[WORK INSTRUCTION] From the data below, repeat exactly the lines from the line with "display:grid; place-items:center; width:39px;" to the line with "position:absolute; translate:-50% -50px;", both included.

[THE DATA]
--------------------------------------------------
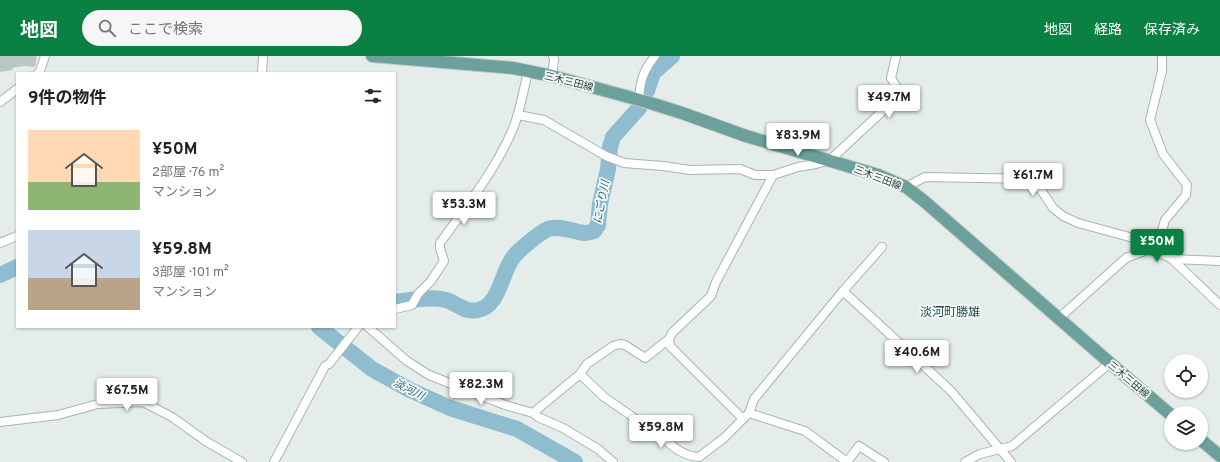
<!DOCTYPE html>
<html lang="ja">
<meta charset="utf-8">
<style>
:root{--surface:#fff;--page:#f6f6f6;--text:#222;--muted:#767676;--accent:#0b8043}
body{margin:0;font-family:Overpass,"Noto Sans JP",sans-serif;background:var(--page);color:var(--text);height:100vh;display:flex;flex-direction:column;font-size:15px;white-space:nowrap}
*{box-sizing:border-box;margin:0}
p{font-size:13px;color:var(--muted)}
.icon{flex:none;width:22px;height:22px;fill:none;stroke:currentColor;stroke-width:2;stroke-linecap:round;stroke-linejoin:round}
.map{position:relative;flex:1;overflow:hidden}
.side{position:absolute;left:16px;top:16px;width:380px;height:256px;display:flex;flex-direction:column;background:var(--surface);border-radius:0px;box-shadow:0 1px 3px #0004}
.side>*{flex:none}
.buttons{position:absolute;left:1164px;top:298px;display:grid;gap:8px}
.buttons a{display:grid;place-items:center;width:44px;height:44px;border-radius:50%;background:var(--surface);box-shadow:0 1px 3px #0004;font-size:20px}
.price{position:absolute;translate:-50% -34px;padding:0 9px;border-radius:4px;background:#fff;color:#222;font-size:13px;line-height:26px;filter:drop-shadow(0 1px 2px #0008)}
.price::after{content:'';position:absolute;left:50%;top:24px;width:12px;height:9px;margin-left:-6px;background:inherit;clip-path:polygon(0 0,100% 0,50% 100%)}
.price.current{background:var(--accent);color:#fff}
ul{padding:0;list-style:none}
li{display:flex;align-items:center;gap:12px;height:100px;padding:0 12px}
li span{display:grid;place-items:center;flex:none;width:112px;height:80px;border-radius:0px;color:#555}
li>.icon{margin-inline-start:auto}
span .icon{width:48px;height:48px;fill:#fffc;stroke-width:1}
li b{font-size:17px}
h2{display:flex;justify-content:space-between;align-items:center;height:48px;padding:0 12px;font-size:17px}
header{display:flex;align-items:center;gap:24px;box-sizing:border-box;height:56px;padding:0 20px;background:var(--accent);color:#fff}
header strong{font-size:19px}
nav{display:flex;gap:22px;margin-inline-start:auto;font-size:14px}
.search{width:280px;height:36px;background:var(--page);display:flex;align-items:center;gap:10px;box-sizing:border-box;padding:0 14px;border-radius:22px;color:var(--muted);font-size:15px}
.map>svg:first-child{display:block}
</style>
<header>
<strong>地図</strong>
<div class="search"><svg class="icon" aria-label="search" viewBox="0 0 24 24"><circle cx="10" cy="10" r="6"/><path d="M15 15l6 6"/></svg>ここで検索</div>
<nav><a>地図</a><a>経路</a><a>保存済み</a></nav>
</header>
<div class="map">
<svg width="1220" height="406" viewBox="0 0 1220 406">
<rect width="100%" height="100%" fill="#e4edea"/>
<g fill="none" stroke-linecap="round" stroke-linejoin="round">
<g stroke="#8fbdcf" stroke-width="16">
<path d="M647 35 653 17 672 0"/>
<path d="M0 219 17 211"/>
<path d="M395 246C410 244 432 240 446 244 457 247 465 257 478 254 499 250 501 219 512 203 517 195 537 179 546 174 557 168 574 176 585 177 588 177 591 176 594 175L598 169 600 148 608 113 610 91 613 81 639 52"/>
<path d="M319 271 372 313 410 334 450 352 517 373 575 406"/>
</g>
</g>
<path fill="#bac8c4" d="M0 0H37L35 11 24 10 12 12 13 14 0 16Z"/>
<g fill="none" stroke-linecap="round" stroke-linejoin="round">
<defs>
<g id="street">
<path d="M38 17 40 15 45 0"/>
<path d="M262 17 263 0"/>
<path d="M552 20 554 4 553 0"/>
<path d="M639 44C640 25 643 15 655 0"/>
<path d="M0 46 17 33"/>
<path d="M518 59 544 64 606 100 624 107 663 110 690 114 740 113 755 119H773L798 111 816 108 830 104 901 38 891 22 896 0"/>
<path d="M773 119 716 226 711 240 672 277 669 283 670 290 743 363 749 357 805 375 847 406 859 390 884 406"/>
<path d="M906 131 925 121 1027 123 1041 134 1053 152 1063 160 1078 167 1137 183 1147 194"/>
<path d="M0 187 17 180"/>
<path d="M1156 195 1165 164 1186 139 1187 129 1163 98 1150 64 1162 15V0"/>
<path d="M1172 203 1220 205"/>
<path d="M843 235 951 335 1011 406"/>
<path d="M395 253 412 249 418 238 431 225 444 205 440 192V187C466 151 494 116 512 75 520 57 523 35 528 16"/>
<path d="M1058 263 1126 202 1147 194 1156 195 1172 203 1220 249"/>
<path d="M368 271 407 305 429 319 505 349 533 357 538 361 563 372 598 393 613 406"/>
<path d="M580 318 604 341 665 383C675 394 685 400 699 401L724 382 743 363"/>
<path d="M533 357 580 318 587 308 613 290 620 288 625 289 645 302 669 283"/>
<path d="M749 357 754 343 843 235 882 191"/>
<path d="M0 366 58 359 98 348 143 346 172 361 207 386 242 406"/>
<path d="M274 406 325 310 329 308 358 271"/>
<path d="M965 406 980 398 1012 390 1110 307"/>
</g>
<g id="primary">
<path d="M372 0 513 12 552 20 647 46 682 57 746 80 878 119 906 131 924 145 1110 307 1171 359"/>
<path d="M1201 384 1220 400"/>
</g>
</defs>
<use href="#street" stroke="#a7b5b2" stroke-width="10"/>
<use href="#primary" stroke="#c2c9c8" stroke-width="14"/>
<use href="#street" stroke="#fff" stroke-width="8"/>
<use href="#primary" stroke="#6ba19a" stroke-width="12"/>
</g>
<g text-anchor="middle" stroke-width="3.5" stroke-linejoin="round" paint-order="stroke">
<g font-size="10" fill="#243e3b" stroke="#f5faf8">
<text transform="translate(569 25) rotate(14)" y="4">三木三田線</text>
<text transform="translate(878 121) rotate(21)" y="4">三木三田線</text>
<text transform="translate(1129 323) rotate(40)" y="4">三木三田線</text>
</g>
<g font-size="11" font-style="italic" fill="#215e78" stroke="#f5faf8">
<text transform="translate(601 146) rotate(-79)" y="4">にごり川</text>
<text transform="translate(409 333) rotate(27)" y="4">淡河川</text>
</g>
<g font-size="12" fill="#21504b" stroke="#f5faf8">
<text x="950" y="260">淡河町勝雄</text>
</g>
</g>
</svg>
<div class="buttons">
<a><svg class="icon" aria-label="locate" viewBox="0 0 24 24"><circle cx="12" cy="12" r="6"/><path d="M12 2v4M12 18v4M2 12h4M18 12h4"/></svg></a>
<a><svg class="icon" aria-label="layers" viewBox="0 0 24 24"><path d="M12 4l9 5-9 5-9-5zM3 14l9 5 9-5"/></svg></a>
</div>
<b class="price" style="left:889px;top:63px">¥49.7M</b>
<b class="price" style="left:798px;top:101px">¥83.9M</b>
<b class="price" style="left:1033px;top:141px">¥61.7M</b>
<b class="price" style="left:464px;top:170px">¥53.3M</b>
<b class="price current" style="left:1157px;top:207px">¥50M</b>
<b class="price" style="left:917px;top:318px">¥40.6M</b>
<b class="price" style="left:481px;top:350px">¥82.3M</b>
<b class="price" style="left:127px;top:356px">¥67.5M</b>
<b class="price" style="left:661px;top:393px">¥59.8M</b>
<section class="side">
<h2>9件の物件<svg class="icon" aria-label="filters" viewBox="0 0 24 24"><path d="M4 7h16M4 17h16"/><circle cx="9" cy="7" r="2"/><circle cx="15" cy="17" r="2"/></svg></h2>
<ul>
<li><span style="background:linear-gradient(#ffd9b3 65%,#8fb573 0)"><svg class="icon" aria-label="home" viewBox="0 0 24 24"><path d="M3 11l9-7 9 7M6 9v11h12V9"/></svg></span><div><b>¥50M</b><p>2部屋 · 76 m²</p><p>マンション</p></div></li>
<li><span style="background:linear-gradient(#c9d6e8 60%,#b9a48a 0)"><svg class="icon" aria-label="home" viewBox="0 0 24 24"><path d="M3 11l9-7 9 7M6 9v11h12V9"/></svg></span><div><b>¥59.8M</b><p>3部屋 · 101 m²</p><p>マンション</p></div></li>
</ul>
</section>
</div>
--------------------------------------------------
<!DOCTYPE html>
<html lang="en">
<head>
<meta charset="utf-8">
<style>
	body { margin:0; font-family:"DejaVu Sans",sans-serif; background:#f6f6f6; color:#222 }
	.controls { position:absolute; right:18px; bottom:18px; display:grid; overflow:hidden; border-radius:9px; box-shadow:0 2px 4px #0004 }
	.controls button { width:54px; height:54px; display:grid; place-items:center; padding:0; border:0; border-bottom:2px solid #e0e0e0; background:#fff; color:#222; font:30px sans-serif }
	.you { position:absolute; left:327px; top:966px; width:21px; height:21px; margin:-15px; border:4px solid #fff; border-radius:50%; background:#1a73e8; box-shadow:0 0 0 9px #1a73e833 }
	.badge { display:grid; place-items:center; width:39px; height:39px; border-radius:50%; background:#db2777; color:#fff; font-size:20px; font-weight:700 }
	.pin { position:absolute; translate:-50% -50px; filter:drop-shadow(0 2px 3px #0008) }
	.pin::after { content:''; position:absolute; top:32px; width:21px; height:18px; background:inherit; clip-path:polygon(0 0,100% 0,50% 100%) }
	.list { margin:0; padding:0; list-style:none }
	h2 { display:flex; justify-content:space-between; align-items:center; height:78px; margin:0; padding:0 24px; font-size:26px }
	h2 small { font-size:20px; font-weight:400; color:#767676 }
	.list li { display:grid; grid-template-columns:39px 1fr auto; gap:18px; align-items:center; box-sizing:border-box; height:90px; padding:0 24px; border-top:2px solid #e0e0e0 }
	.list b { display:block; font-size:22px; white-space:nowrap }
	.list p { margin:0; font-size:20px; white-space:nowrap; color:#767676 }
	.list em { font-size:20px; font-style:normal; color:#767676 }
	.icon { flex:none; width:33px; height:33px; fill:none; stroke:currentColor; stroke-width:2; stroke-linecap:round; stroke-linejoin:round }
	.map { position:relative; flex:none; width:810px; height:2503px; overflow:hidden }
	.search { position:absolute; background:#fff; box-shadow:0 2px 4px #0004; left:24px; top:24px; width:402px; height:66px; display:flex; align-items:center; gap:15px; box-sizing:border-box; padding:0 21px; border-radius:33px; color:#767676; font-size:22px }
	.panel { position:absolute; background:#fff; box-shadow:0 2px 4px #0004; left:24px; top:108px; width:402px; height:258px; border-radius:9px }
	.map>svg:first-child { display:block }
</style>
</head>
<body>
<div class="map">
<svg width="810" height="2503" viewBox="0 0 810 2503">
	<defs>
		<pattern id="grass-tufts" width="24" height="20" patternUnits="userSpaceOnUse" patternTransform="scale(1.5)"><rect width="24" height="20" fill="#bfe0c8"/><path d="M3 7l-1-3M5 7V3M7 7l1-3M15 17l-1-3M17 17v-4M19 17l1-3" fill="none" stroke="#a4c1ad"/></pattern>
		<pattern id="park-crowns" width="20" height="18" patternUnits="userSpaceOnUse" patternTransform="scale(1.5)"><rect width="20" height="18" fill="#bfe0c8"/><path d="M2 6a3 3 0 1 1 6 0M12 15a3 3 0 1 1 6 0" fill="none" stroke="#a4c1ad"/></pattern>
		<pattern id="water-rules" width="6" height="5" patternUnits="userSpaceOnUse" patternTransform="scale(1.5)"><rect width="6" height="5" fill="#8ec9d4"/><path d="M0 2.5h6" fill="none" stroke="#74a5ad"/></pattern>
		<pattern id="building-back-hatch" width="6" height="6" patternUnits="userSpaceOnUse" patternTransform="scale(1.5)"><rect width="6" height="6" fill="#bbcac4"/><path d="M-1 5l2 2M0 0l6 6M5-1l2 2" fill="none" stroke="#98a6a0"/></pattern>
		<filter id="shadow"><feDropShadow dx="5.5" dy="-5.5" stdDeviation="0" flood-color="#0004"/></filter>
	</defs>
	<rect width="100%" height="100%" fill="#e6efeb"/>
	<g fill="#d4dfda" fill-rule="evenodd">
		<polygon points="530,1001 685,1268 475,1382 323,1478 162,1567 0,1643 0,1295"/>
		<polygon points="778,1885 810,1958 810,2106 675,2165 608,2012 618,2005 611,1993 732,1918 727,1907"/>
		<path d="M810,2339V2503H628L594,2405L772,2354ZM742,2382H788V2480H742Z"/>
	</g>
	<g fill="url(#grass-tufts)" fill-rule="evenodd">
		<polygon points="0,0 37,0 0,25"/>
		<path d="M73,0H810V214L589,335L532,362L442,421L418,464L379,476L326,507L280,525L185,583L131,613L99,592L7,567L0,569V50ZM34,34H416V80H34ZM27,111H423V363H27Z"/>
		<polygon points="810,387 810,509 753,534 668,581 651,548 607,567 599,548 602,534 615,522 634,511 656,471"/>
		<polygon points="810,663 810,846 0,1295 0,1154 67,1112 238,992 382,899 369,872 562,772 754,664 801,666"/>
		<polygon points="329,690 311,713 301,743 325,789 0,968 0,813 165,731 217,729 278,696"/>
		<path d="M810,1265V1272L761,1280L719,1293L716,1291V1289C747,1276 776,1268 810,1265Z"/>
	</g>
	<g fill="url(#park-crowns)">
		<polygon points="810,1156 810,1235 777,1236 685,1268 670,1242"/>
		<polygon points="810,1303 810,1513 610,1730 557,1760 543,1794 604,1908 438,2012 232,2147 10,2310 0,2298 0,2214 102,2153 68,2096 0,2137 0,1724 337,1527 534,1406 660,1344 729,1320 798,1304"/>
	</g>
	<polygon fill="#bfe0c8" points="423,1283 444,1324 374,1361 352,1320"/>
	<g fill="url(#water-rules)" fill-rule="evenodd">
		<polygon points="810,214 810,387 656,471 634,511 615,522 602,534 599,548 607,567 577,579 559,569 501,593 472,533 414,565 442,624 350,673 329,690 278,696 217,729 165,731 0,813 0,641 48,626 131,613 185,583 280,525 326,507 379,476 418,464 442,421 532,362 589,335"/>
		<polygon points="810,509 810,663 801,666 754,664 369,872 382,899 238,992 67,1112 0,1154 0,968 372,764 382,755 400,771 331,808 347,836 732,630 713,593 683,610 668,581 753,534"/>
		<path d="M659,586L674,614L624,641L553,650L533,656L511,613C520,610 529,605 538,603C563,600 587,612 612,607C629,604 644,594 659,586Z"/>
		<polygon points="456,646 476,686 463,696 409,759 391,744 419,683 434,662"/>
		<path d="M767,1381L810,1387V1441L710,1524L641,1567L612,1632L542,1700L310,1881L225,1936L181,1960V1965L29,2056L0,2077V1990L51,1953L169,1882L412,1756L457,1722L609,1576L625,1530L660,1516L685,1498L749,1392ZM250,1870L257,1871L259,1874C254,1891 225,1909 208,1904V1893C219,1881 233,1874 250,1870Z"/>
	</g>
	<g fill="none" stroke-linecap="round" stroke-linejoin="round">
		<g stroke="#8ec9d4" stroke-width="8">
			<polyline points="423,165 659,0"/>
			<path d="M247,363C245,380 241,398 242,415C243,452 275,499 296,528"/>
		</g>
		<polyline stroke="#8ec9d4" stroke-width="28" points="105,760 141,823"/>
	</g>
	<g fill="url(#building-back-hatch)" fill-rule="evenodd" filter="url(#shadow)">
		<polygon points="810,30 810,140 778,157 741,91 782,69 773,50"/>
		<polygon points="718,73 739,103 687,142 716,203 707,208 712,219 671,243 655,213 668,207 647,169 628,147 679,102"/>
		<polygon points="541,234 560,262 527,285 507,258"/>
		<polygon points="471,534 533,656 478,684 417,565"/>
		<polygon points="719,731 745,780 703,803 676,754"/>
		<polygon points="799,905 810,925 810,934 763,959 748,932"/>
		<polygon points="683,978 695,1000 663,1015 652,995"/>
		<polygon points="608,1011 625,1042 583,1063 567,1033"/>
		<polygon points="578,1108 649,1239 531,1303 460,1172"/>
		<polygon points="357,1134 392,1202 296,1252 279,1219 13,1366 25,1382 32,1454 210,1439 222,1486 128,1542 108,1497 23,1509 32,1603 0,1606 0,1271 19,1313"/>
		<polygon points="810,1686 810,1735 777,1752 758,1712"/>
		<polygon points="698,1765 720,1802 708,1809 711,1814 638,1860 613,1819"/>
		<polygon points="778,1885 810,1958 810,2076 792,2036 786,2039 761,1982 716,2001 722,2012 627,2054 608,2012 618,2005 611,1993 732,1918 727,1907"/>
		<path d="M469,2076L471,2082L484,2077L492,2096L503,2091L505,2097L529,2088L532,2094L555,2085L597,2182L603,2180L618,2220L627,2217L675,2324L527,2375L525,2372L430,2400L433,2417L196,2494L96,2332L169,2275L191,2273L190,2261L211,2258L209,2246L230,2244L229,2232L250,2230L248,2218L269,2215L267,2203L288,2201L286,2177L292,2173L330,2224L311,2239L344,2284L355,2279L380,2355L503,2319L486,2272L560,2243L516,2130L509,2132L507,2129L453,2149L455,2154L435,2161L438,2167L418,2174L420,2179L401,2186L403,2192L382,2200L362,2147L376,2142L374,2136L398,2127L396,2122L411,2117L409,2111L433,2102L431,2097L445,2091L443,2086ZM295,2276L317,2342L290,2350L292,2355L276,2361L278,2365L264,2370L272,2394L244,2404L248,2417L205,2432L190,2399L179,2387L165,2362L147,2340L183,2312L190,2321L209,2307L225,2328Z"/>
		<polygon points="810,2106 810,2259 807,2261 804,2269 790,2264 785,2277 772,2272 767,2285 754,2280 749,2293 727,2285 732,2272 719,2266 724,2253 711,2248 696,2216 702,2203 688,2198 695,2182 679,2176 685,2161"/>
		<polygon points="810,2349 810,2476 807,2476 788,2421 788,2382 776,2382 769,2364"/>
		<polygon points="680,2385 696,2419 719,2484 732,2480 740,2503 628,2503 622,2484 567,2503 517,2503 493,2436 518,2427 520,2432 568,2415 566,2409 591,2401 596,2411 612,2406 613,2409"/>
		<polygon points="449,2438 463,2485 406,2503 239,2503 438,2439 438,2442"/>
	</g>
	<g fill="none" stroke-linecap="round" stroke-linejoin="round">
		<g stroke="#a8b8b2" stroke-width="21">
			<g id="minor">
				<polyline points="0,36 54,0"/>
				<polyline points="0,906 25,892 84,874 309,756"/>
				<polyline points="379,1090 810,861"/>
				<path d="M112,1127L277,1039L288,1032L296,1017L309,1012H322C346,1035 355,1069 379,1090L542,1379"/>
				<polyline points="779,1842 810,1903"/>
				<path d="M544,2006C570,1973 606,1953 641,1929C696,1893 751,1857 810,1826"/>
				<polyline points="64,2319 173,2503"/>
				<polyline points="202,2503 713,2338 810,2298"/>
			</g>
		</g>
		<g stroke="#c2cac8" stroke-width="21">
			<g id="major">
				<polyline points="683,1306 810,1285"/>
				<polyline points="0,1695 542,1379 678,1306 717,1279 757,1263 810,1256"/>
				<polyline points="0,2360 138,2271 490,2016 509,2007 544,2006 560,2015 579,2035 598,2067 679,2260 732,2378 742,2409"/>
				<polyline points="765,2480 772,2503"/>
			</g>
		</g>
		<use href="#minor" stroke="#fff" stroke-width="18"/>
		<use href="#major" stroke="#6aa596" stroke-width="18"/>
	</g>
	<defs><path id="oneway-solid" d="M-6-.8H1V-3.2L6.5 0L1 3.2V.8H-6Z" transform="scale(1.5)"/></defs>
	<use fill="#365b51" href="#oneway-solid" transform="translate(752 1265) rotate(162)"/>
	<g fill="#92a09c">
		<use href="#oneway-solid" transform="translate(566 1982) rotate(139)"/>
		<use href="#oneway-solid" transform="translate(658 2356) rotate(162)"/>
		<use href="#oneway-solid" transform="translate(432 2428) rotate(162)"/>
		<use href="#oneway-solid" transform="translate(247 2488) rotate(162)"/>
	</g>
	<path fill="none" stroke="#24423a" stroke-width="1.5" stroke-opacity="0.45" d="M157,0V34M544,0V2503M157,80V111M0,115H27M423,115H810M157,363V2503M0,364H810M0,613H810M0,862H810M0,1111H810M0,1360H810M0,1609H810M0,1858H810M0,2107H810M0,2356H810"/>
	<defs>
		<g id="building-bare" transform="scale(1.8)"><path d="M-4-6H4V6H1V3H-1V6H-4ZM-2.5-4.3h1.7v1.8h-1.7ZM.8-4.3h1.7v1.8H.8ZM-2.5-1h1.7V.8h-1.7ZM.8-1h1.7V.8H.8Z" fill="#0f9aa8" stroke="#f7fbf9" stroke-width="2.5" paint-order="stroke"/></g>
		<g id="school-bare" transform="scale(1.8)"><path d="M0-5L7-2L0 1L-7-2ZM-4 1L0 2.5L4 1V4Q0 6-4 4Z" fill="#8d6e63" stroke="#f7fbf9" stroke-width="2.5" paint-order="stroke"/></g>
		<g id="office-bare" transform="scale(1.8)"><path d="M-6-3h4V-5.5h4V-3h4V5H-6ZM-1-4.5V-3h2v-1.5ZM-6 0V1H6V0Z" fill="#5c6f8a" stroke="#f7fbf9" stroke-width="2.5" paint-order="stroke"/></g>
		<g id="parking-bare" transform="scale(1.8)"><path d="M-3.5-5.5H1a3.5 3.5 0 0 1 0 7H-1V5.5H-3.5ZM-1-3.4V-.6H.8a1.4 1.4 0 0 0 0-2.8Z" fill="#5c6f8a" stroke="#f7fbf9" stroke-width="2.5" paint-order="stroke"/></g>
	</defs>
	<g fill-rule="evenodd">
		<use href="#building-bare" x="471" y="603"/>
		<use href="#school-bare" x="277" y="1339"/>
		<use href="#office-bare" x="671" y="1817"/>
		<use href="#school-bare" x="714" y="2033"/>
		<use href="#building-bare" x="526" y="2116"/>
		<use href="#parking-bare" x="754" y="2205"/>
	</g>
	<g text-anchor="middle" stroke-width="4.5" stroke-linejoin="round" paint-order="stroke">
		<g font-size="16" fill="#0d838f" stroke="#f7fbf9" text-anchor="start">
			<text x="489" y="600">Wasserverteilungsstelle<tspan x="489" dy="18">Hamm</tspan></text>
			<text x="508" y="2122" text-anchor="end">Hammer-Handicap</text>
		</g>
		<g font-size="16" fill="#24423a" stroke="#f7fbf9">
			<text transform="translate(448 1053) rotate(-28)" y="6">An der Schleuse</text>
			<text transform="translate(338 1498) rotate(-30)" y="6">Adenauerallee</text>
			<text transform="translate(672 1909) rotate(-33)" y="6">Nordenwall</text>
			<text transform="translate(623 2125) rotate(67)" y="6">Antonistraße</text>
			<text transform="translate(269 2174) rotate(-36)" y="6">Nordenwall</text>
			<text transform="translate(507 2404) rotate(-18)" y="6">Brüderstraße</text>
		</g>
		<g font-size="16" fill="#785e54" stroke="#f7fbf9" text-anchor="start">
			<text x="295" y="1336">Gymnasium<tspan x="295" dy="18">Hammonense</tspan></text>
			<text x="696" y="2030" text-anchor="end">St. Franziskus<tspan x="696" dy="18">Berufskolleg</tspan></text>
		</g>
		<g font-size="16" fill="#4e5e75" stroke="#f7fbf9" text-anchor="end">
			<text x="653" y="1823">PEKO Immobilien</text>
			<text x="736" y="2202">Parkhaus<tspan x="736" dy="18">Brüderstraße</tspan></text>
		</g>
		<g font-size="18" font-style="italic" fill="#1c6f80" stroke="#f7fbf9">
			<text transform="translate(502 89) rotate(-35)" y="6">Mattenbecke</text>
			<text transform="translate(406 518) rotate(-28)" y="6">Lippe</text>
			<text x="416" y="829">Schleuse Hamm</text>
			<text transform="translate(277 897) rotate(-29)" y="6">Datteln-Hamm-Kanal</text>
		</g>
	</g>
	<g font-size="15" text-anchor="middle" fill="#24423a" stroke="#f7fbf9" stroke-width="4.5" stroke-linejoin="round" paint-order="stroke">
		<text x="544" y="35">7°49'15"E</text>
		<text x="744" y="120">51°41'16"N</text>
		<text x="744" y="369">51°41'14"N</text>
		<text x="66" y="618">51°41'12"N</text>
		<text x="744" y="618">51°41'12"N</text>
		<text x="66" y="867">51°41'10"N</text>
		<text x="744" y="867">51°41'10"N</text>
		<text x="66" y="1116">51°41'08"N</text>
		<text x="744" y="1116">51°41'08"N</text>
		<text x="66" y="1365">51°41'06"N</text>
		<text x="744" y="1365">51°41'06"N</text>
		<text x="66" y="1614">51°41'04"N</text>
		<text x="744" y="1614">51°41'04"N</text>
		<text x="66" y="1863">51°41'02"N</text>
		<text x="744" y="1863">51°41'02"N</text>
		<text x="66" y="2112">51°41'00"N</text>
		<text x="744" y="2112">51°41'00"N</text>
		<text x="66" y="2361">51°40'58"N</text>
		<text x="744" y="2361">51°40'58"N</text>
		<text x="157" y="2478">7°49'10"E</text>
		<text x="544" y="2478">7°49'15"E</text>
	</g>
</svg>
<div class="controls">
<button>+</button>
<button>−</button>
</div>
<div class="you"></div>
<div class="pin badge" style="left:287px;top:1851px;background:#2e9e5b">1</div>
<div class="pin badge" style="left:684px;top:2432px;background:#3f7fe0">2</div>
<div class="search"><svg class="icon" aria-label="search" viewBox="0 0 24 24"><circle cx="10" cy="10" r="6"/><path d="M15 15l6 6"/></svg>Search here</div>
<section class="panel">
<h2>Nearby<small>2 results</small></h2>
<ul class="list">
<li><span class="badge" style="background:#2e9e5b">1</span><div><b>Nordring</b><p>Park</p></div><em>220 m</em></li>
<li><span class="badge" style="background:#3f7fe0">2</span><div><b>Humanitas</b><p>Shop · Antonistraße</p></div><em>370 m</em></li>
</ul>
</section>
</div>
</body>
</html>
--------------------------------------------------
[FINAL ANSWER]
	.badge { display:grid; place-items:center; width:39px; height:39px; border-radius:50%; background:#db2777; color:#fff; font-size:20px; font-weight:700 }
	.pin { position:absolute; translate:-50% -50px; filter:drop-shadow(0 2px 3px #0008) }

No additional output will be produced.